BEGIN Material supplied

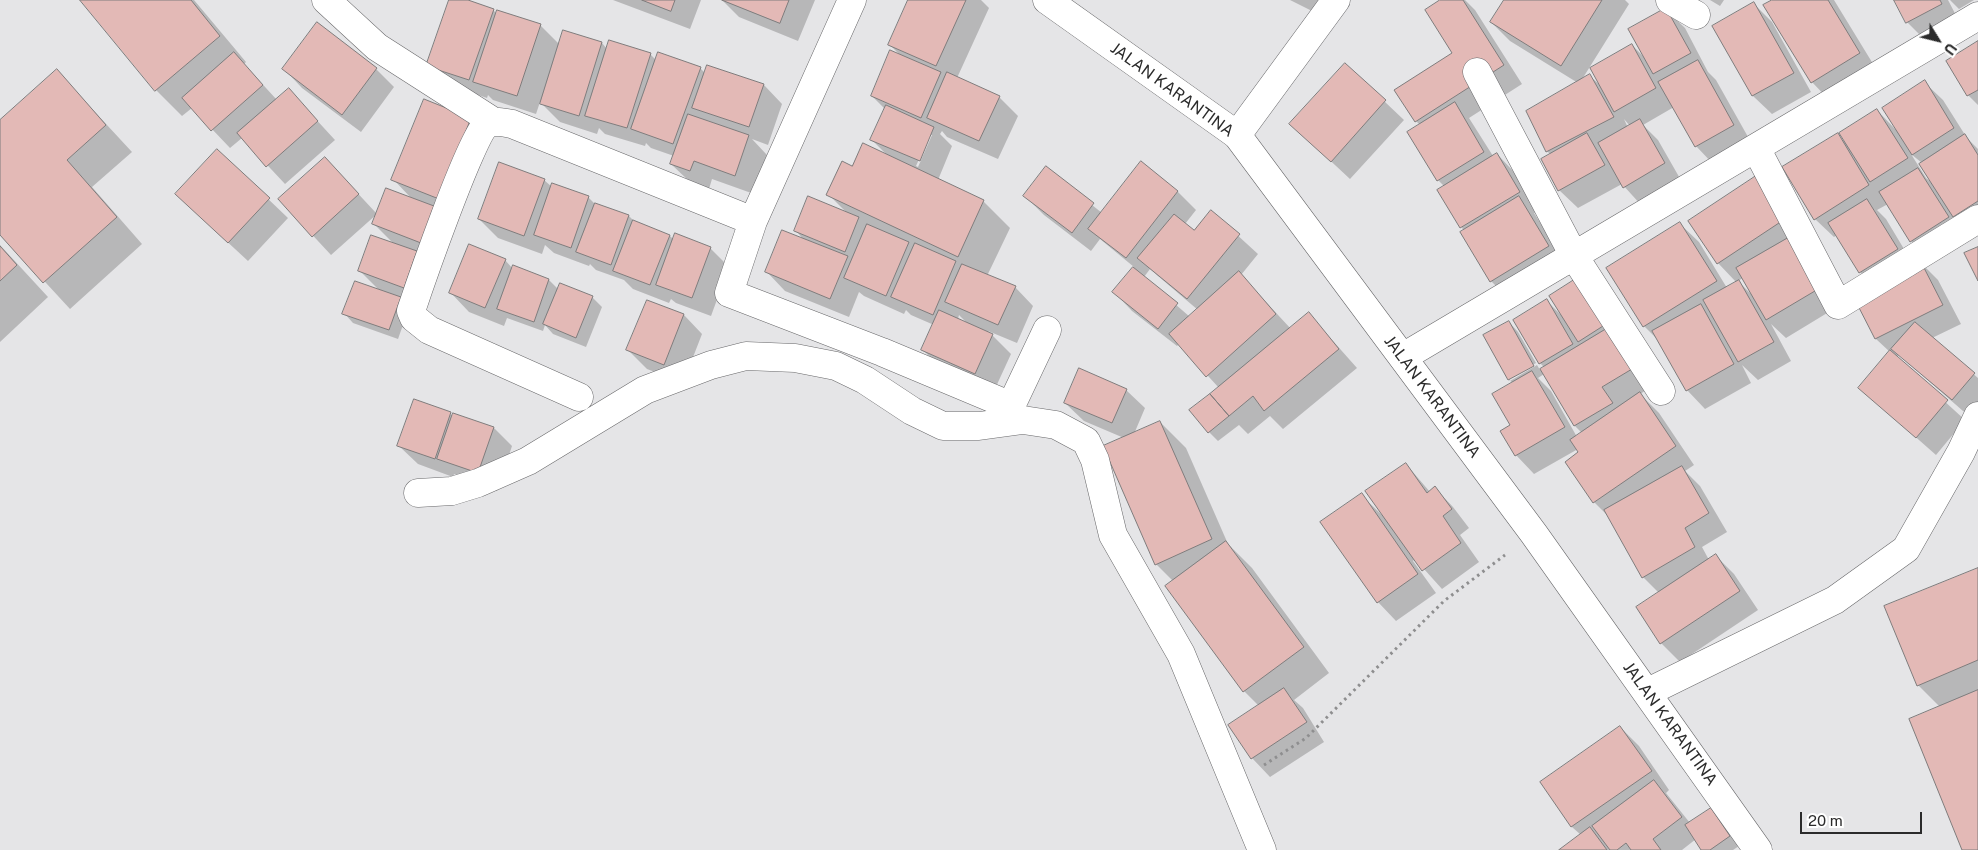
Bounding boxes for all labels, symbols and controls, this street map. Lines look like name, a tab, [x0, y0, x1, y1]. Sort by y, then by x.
north arrow	[1913, 15, 1963, 65]
street label: JALAN KARANTINA	[1106, 39, 1238, 141]
text: U	[1941, 40, 1960, 58]
street label: JALAN KARANTINA	[1380, 332, 1484, 462]
street label: JALAN KARANTINA	[1619, 658, 1721, 790]
scale bar	[1803, 802, 1926, 834]
text: 20 m	[1808, 812, 1843, 829]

END Material supplied

• **Your assignment**: Each record above has to be written out again in full, but its pictures must not be.

• **Result for this task**:
Bounding boxes for all labels, symbols and controls, this street map. Lines look like name, a tab, [x0, y0, x1, y1]. Sort by y, then by x.
north arrow	[1913, 15, 1963, 65]
street label: JALAN KARANTINA	[1106, 39, 1238, 141]
text: U	[1941, 40, 1960, 58]
street label: JALAN KARANTINA	[1380, 332, 1484, 462]
street label: JALAN KARANTINA	[1619, 658, 1721, 790]
scale bar	[1803, 802, 1926, 834]
text: 20 m	[1808, 812, 1843, 829]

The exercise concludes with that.